The humanitarian aid official believes that despite gross imbalances in military capacity and resources, the armed resistance to the generals has been growing in strength. The Tatmadaw’s “indiscriminate artillery and bombing” seems to have only energized well-established ethnic army opposition, he said.

But the official doubts that the recent battlefield successes by opposition forces will be enough to compel the junta to negotiate the release of prisoners and the restoration of democratic order. “The generals waging this war,” he said, “live in a scarcely imaginable cocoon, sheltered from everyday reality.” According to the aid official, that alternative reality “is propped up by trade, financial and materiel support from China, and to a lesser extent Thailand.”

In a sign of its weakening tactical position against the regional ethnic forces arrayed against it, the Myanmar’s ruling council recently announced plans to reinstate military conscription.
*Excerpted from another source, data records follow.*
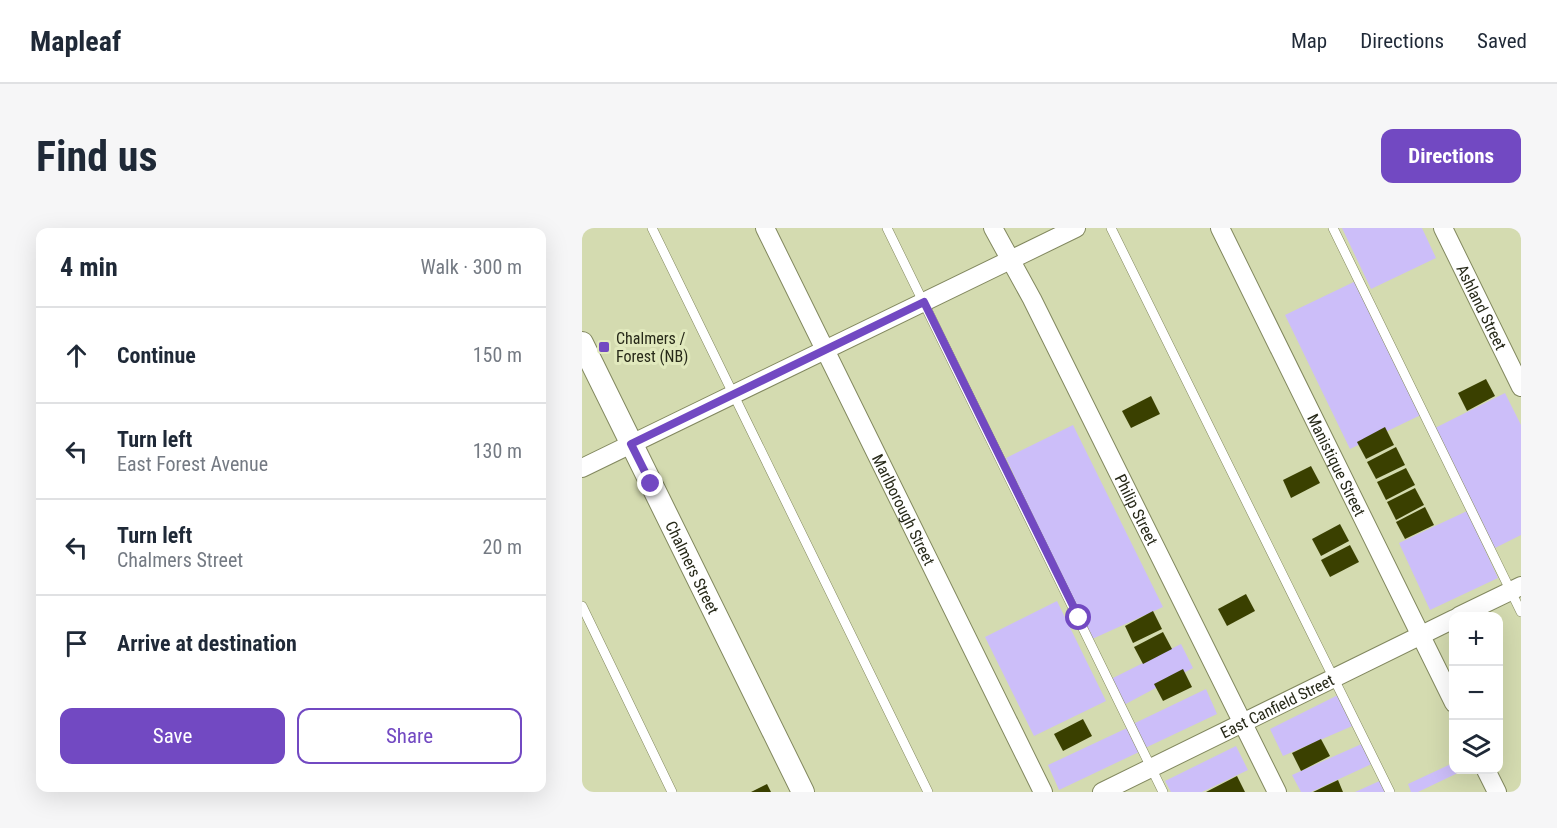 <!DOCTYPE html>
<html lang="en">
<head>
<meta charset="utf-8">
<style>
	:root { --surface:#fff; --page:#f6f6f7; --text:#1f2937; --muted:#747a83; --line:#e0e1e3; --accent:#7249c2 }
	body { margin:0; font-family:"Roboto Condensed",sans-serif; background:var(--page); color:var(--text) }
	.controls { position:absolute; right:18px; bottom:18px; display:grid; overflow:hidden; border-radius:12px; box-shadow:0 6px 24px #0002 }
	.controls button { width:54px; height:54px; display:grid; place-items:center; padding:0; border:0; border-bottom:2px solid var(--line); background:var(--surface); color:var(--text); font:30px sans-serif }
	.stop { position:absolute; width:18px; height:18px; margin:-14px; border:4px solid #7249c2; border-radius:50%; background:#fff }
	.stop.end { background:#7249c2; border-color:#fff; box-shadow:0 2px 6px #0008 }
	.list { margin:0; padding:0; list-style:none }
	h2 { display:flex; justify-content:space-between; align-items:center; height:78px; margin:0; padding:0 24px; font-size:26px }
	h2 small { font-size:20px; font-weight:400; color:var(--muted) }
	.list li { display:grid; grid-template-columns:39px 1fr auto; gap:18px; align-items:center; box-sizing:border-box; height:96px; padding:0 24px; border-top:2px solid var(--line) }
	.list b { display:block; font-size:22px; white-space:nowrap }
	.list p { margin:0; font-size:20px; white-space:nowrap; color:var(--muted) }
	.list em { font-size:20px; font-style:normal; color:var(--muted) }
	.actions { display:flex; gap:12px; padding:18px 24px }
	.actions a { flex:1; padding:14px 0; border:2px solid var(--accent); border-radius:12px; text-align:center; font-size:21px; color:var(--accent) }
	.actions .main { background:var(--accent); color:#fff }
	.icon { flex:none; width:33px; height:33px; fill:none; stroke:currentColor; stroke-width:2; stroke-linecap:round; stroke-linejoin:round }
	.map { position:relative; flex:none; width:939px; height:564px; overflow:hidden; border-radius:12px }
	header { display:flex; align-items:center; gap:36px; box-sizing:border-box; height:84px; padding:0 30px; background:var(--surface); border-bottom:2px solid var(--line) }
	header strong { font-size:28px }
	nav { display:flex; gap:33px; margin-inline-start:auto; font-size:21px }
	.intro { display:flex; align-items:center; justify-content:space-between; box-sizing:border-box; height:144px; padding:0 36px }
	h1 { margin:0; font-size:42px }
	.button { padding:15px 27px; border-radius:12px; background:var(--accent); color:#fff; font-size:21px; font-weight:700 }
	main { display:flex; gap:36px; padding:0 36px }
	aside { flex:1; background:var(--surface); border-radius:12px; box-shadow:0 6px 24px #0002 }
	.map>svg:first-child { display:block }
</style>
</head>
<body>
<header>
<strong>Mapleaf</strong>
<nav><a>Map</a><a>Directions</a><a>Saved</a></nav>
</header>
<div class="intro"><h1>Find us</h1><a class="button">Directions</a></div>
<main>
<aside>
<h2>4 min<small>Walk · 300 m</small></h2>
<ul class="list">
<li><svg class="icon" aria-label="ahead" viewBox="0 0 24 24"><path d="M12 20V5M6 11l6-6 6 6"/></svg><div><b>Continue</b></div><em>150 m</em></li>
<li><svg class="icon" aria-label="left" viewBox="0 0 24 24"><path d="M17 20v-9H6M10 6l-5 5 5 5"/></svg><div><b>Turn left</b><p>East Forest Avenue</p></div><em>130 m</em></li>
<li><svg class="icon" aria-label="left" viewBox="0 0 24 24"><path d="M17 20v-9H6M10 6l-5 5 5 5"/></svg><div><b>Turn left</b><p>Chalmers Street</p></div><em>20 m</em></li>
<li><svg class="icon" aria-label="arrive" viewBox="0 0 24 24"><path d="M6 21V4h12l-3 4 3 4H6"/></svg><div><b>Arrive at destination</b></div></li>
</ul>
<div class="actions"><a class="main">Save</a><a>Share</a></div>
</aside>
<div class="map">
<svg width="939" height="564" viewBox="0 0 939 564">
	<rect width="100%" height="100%" fill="#d4dbb0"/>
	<g fill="#ccbef9">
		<path d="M760,0H840L854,30L789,61Z"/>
		<path d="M778,51L843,185L768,221L703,87Z"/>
		<path d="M923,165L939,197V307L911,321L851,201Z"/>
		<path d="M491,197L581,379L508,412L424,230Z"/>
		<path d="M885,283L916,350L848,382L817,315Z"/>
		<path d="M475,373L524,473L452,508L403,409Z"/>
		<path d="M599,416L611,440L540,478L527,452Z"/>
		<path d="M624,461L635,486L561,521L551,496Z"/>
		<path d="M760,465L775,496L701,528L688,501Z"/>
		<path d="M545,500L557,524L477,562L466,537Z"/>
		<path d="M784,514L794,534L729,564H719L710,547Z"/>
		<path d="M654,518L666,542L620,564H589L583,553Z"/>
		<path d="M871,535L872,542H882L836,564H829L826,556Z"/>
		<path d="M802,551L808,564H773Z"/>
	</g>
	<g fill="#3a4000">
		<path d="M904,151L913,168L885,183L876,165Z"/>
		<path d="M569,168L578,186L549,200L540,183Z"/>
		<path d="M803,199L812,217L784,231L775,214Z"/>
		<path d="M814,219L823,237L794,251L785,234Z"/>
		<path d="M729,238L738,255L709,270L701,252Z"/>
		<path d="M824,240L833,257L804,272L795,254Z"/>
		<path d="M833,260L842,277L814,292L805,274Z"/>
		<path d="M843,279L852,297L823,311L814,294Z"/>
		<path d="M758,296L767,313L739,328L730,311Z"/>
		<path d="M768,317L777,334L748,349L739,332Z"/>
		<path d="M664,366L673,383L645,398L636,381Z"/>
		<path d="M571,383L580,401L551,415L543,398Z"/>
		<path d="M581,404L590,421L561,436L552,419Z"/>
		<path d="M601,441L610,459L581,473L572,456Z"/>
		<path d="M501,491L510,508L481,523L472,506Z"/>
		<path d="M739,511L748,528L719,543L710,525Z"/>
		<path d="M655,548L663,564H624Z"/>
		<path d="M756,552L761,564H731Z"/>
		<path d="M185,556L189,564H169Z"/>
	</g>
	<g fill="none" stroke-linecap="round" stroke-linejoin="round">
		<g stroke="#82885f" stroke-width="10">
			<g id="service">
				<path d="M70,0L346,564"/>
				<path d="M305,0L581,564"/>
				<path d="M529,0L808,564"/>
				<path d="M751,0L939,384"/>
				<path d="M0,378L90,564"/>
			</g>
		</g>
		<g stroke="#82885f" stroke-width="20">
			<g id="minor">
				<path id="s1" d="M183,0L461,564"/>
				<path id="s2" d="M411,0L450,71L695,564"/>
				<path id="s3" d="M638,0L872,475"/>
				<path id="s4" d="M861,0L939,159"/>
				<path d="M0,240L494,0"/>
				<path d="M877,388L939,358"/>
				<path d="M904,542L915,564"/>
				<path id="s5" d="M520,564L872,391"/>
			</g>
		</g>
		<g stroke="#82885f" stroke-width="24">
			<g id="tertiary">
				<path id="s6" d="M0,115L221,564"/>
			</g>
		</g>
		<use href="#service" stroke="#fff" stroke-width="9"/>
		<use href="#minor" stroke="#fff" stroke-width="18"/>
		<use href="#tertiary" stroke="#fff" stroke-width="22"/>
	</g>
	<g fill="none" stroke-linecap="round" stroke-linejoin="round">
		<path stroke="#7249c2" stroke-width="8" d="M69,256L49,216L342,74L497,390"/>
	</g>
	<rect fill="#7249c2" stroke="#e1e9bd" stroke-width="2" x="16" y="113" width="12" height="12" rx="3"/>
	<g text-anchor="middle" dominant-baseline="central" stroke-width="6" stroke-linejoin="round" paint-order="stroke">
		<g font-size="16" fill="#272919" stroke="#e1e9bd">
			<text stroke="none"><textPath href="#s4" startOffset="88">Ashland Street</textPath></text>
			<text stroke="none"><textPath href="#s3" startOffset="264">Manistique Street</textPath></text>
			<text stroke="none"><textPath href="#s2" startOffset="316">Philip Street</textPath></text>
			<text stroke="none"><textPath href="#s1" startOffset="314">Marlborough Street</textPath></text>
			<text stroke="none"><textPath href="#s6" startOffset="250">Chalmers Street</textPath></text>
			<text stroke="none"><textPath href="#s5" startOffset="195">East Canfield Street</textPath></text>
		</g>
		<g font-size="16" fill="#272919" stroke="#e1e9bd" text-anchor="start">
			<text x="34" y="110">Chalmers /<tspan x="34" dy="18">Forest (NB)</tspan></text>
		</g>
	</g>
</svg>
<div class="controls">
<button>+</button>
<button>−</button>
<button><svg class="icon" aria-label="layers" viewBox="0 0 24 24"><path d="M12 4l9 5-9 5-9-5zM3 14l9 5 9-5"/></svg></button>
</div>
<div class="stop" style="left:497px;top:390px"></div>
<div class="stop end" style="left:69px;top:256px"></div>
</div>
</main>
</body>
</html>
He notes that the Association of Southeast Asian Nations has been entirely ineffective in pressing for an end to the conflict—too many member states are themselves led by military oligarchies to be able to credibly admonish Myanmar’s generals. The official believes it has become increasingly clear that “China calls the shots” in the region. That was demonstrated in January when Chinese officials brokered a cease-fire to allow safe passage for Chinese nationals who had been caught up in a human trafficking scam in northern Myanmar.

The church in Myanmar, the aid official said, wishes to be regarded by all sides “as a force for mediation and peace-building.” Its consistent “presence and witness” may bear fruit eventually, he said, “but realism suggests this will not happen in the immediate future.”

An opportunity may be close, however. In a sign of its weakening tactical position against the regional ethnic forces arrayed against it, the ruling council recently announced plans to reinstate military conscription. The draft will likely prove a source of tension with the broader public and perhaps an opportunity to begin a dialogue toward a peaceful resolution to the crisis.

The opposition National Unity Government urged the public not to comply with the law in a statement on Feb. 12. “It is clear that the military junta, having suffered significant and humiliating defeats across the country, is desperate,” the statement said. “It now seeks to force Myanmar civilians to fight and to serve as human shields in a horrific war of its own making against its own people.”

In a statement on Jan. 28, Pope Francis said, “For three years now the cry of pain and the din of weapons have taken the place of the smile that characterizes the people of Myanmar.” He said he joined Myanmar’s bishops in a prayer that “the weapons of destruction may be transformed into instruments to grow in humanity and justice.”

The pope, who visited Myanmar and Bangladesh in 2017, also remembered in his statement the suffering of Rohingya Muslims. They had been driven out of northern Myanmar by Tatmadaw and irregular militias into Bangladesh in 2017.

The pope appealed for humanitarian aid for both the Rohingya and for communities dislocated by war in Myanmar. He urged an end to a conflict that began with the generals’ claims of fraud after a free election had once again endorsed Aung San Suu Kyi’s leadership—a feat the generals have never been able to achieve themselves.